## DATASET RECORDS

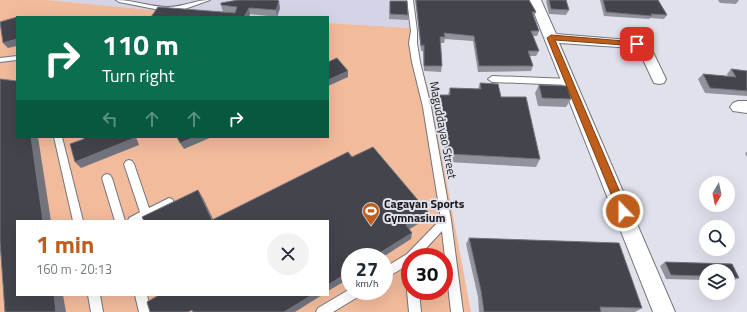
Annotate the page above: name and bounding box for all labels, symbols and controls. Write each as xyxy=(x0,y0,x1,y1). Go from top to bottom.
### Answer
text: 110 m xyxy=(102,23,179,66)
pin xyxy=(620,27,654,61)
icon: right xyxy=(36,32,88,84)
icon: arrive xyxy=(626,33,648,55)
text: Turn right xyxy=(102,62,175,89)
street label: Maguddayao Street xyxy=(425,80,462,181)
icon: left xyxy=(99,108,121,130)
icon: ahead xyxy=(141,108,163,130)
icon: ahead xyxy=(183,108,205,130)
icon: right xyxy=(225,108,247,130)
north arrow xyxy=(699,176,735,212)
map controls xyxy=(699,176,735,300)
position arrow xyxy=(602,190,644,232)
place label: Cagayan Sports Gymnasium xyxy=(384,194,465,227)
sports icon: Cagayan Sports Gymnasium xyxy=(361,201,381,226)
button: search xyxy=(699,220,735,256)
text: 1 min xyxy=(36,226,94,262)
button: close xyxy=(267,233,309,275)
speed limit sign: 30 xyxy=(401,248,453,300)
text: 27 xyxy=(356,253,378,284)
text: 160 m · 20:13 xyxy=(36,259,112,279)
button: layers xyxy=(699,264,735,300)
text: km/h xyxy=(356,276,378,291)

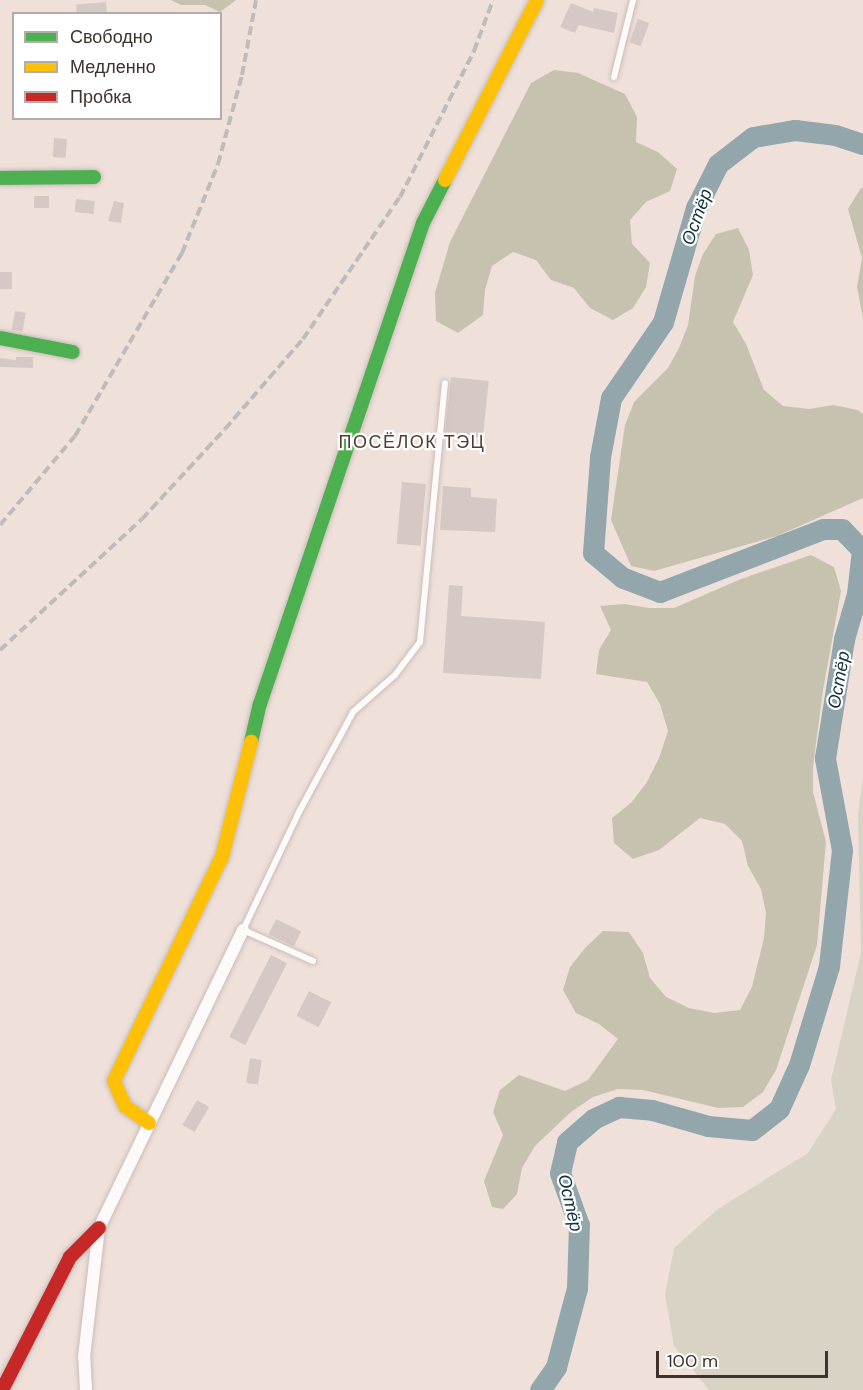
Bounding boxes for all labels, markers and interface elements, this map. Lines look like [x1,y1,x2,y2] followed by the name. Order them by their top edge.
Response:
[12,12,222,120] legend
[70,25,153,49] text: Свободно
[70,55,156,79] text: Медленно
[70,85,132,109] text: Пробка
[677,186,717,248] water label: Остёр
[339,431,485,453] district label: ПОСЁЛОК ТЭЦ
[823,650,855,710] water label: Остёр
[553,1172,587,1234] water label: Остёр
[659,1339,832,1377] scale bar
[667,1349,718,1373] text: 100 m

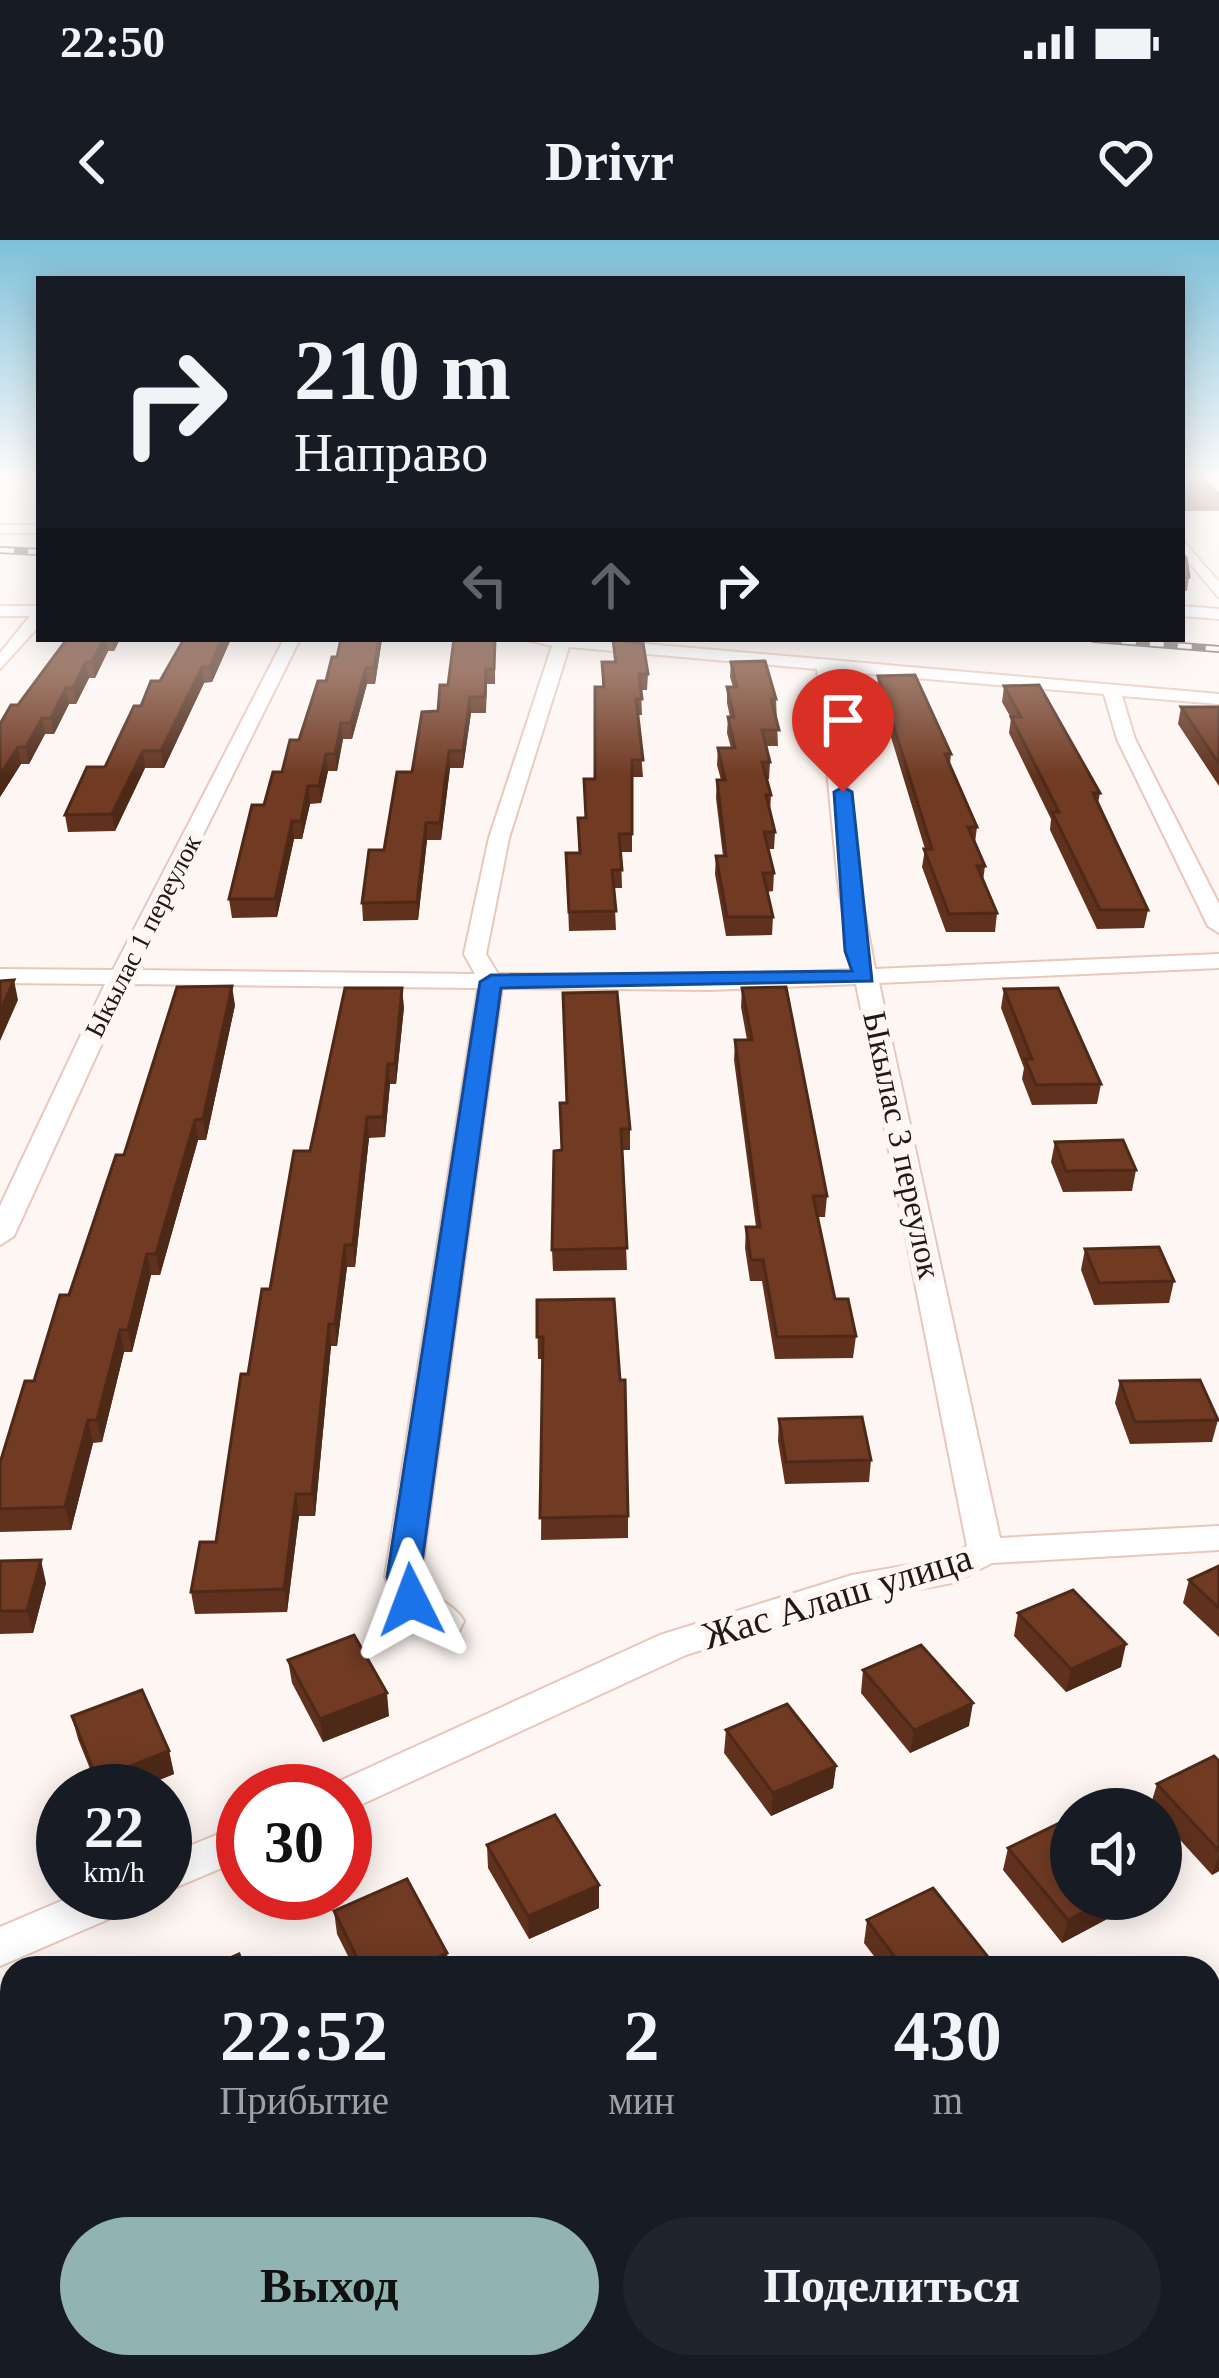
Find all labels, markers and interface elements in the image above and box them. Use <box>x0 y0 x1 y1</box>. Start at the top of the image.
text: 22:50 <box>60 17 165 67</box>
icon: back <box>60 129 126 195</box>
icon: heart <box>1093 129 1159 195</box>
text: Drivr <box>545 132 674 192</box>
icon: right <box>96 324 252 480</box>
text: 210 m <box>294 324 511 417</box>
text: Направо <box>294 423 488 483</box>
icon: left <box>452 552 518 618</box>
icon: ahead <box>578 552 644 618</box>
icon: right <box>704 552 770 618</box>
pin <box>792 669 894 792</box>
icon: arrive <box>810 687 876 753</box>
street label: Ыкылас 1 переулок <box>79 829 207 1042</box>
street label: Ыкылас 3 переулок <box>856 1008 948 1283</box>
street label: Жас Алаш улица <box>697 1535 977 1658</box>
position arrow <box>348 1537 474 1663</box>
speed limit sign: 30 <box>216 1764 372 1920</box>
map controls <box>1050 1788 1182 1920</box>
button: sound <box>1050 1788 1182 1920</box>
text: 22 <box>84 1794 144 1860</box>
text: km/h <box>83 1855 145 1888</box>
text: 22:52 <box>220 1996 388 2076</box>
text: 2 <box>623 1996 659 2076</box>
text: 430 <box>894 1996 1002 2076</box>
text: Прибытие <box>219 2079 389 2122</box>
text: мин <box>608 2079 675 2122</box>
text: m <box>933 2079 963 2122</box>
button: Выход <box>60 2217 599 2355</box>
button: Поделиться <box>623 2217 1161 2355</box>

## INSTRUCTIONS TO FOLLOW
Filter the listing so that only lines holding the word "name" remain, and copy those lines.

## TASK SOLUTION
Annotate the page above: name and bounding box for all labels, symbols and controls. Write each as xyxy=(x0,y0,x1,y1). Go from top to bottom.
Bounding boxes for all labels, markers and interface elements, this map. Lines look like [x1,y1,x2,y2] followed by the name. Order them by their top edge.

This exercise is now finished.